Queens Birthday winter wine weekend 6th-8th June

Winter Wine Fest: Saturday at the Red Hill Showgrounds

Pre-book your tickets, pin your ears back and enjoy a day of tasting all the Mornington wineries under one roof. The food is provided by winery restaurants and you get to take your Riedel glass home.
Details and bookings HERE

Vertical tasting at Phaedrus Saturday-Monday

We went through the museum stock today and have worked out a rough plan for the tasting. The main draw card will of course be the Reserve Pinot vertical going back to 2003 but there are lots of other treats in store. This is free for you as a wine club member and there is no need to book.
We will also be serving a delicious cheese platter over the weekend, Shadows of blue with Pinot Noir is a match made in heaven!

New Releases
As mentioned the 2015 Pinot Gris is hot off the press and we also have the release of the 2013 Pinot Noir. Maitena and I have been conscientiously sampling this vintage for over a month pre-release to make sure it’s ready and are both really excited about the depth and ripeness of flavour melded with a backbone of structure which gives the wine power AND elegance, come down and check it out!

Mister Wolf has also been busy in his winery lair and has come out with a 2015 Sauvignon Blanc of extraordinary proportions; wild yeast and 13.5% alc/vol gives you a Blanc that dwarfs those made by the small flightless birds!

2015 Vintage Report

Well, as predicted, the 2015 vintage was indeed “interesting” and who would want it any other way?
The reflection of the growing season conditions in the wines of that vintage has fascinated countless wine “enthusiasts” over the centuries and its not about to stop anytime soon!
There are vintages which I would describe as “standard” or the Goldilocks vintage: not too hot or cold, not too¬† wet (soft) or dry (firm). The 2008, 2010 and 2012 vintages would fall into this category and the wines are all excellent examples of the region.
Then you get vintages which depart from the norm and keep us winemakers on our toes. Making nice wine in a standard vintage is easy but if you apply your standard “recipe” every year then you are going to be disappointed!

So, how was the 2015 vintage?

We had a very mild summer and didn’t see any heat waves after mid January which is generally when veraison occurs (grapes berries change colour). We had a few small rain events which kept the vines from getting thirsty but the damp, cloudy conditions brought some powdery mildew pressure (the French term Oidium is more fitting I think). Chardonnay is the most susceptible variety to powdery but our fruit all came in clean thankfully as more than 5% infected berries can taint the wine….

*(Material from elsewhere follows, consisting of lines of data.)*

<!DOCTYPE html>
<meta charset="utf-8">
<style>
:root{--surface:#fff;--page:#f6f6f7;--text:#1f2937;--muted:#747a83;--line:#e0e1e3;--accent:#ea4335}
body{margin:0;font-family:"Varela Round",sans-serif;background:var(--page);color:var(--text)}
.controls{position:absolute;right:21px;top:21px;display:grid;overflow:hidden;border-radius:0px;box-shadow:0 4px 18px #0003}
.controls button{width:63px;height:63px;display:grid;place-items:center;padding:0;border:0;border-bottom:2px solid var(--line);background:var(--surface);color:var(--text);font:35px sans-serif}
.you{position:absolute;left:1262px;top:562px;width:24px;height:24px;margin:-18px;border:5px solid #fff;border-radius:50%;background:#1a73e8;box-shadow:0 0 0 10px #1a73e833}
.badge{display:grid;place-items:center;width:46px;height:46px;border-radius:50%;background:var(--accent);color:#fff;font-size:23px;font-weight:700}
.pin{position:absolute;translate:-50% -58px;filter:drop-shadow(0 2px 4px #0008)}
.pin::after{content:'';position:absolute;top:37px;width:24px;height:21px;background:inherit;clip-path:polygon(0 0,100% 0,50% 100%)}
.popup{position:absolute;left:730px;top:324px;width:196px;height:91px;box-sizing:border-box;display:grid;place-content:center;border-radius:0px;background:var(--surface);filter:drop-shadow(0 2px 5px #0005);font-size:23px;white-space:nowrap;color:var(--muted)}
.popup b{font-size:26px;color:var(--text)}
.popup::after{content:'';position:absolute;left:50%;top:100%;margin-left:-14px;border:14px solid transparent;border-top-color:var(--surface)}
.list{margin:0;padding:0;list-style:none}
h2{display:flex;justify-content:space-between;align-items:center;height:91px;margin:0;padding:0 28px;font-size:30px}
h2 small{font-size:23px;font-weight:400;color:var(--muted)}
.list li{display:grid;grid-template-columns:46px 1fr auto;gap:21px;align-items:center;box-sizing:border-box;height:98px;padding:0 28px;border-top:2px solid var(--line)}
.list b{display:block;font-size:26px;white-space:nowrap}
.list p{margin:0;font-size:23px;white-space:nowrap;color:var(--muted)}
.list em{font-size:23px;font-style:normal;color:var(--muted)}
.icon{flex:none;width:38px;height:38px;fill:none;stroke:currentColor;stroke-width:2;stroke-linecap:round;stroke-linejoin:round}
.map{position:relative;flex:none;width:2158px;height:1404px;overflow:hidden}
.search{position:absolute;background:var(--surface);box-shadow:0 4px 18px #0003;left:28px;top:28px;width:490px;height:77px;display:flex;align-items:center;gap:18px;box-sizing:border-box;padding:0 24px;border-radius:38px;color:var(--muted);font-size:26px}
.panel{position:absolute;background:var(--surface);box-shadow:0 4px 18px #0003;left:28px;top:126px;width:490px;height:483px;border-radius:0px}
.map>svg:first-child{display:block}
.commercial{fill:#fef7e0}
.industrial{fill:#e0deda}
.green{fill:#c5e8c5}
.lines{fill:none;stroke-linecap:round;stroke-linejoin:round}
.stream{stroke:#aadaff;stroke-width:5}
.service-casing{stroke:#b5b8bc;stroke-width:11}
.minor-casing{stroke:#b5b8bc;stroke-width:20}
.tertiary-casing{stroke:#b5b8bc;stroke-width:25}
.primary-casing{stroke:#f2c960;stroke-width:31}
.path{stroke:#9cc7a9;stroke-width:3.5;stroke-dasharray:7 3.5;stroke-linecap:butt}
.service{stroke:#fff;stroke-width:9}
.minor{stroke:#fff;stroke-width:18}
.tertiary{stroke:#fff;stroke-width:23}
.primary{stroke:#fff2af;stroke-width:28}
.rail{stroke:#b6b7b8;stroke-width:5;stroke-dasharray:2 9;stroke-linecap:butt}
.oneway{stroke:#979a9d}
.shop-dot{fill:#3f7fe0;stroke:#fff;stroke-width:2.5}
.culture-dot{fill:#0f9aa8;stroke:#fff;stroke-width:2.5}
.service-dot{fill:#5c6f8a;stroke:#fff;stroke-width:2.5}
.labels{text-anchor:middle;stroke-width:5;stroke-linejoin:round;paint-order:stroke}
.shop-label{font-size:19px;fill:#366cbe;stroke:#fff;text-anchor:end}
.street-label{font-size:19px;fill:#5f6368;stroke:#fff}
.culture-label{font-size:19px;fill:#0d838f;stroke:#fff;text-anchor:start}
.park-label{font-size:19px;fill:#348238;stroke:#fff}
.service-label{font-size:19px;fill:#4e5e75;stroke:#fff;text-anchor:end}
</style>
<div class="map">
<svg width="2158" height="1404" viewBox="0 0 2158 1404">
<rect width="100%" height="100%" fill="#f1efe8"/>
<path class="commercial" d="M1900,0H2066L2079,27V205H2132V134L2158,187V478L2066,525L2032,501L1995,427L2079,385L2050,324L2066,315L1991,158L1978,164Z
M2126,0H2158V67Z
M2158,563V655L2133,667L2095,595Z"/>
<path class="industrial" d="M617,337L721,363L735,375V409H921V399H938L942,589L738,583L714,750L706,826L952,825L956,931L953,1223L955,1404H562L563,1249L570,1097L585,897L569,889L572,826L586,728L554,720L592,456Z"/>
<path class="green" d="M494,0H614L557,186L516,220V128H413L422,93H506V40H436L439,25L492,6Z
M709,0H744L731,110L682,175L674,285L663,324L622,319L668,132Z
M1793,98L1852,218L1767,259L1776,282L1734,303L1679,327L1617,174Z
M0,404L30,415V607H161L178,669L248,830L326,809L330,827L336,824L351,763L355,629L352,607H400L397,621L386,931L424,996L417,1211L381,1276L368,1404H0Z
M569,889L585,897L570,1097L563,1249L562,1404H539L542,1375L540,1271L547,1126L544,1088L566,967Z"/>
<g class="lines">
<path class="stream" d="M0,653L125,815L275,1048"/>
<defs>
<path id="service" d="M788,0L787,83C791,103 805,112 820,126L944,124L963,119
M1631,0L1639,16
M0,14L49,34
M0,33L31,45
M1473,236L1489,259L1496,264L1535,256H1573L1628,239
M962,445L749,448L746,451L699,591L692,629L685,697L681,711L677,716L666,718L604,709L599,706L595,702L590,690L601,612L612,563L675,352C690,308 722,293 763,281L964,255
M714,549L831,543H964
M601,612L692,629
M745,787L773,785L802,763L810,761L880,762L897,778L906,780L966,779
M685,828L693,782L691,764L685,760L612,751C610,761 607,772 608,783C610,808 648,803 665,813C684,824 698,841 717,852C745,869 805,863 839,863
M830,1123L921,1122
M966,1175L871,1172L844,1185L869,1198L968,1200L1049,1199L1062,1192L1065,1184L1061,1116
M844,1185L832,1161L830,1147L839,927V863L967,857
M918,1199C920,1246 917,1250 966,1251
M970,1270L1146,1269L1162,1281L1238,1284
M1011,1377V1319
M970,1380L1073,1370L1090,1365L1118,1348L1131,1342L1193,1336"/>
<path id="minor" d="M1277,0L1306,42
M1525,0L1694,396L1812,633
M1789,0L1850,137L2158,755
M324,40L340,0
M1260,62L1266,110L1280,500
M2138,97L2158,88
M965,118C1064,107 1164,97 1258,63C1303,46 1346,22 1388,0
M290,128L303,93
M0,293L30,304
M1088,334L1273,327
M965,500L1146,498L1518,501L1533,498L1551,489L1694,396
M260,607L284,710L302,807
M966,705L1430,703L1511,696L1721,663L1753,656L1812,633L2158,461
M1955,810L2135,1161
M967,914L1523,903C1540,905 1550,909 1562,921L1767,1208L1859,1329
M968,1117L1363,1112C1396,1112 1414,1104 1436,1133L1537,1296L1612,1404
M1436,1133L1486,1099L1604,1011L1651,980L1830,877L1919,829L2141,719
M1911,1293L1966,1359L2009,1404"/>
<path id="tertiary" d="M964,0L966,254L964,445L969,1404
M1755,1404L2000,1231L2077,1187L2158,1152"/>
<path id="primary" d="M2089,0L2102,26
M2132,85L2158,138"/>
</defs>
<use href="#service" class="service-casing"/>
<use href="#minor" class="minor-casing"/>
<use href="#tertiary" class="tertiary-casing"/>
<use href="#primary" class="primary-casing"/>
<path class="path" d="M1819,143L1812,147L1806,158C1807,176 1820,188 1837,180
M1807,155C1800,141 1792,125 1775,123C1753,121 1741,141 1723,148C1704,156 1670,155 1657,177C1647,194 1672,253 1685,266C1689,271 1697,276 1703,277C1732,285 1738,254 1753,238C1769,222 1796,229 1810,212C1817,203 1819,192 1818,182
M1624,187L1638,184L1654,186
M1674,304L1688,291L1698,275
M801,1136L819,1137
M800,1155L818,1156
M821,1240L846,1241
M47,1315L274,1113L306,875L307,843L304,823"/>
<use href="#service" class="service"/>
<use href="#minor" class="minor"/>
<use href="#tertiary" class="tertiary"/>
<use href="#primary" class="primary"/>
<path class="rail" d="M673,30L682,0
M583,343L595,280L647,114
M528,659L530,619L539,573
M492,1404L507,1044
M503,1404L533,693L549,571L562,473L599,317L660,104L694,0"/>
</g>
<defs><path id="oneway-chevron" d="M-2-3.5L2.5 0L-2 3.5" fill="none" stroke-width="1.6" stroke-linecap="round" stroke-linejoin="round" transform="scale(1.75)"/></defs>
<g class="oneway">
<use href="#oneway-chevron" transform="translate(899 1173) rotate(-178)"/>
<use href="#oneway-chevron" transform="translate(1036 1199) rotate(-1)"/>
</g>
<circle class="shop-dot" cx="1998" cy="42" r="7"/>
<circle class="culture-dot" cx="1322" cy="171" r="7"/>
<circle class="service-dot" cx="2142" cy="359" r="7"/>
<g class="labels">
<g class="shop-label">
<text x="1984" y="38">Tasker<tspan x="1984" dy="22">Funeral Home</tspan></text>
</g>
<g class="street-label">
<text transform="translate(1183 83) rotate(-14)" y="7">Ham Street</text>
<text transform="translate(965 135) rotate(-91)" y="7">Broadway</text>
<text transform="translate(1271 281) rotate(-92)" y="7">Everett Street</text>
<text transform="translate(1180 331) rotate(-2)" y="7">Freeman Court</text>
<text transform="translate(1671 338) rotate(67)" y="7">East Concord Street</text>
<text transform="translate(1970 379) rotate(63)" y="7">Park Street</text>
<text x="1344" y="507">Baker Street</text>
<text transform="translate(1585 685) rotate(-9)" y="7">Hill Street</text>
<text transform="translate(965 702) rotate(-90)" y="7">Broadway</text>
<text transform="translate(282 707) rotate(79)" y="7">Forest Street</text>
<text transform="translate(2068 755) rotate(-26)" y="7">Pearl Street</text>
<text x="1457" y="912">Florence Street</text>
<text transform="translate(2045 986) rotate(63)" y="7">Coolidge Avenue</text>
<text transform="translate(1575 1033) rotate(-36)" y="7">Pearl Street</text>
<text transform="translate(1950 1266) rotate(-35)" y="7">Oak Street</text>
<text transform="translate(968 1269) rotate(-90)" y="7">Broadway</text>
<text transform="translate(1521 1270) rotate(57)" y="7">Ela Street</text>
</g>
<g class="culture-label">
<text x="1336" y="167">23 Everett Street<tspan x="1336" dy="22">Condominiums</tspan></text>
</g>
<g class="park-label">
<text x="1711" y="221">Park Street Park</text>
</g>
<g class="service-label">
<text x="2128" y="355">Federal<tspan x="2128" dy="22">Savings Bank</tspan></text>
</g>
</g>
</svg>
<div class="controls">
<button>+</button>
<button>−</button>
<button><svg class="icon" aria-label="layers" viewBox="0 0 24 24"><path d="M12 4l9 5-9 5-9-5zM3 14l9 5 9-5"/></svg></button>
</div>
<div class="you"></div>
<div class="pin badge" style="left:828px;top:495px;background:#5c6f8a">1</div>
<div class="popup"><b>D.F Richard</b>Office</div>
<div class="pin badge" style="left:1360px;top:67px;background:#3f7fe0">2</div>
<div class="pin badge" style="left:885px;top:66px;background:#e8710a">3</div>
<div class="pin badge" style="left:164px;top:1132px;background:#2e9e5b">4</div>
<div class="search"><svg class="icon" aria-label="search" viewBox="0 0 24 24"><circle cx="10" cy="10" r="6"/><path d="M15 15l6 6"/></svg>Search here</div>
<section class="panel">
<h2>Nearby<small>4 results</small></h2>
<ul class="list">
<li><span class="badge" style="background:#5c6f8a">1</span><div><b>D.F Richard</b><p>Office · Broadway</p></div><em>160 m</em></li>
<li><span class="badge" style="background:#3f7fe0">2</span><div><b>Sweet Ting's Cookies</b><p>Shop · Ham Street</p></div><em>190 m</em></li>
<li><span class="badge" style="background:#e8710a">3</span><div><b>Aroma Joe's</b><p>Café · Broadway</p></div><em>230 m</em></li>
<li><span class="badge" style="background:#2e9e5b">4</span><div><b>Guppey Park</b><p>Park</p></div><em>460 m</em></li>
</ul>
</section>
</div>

The up side to the cool conditions is later than normal picking dates which means more flavour! The acidity levels of the grapes declines less rapidly in cooler conditions so the natural acidity will give the wines great length. Because of this we are giving the Chardonnay the chance to go through a full malolactic fermentation to soften the acidity. This is a good example of changing winemaking methods to suit the vintage; I know of a winemaker who eschews any MLF in his Chardy but if he sticks to that this year they will need a long time to mellow!

The Pinot Noirs are all looking great but in a more refined style than the last couple of years and I’m really excited to see how they develop in the barrel.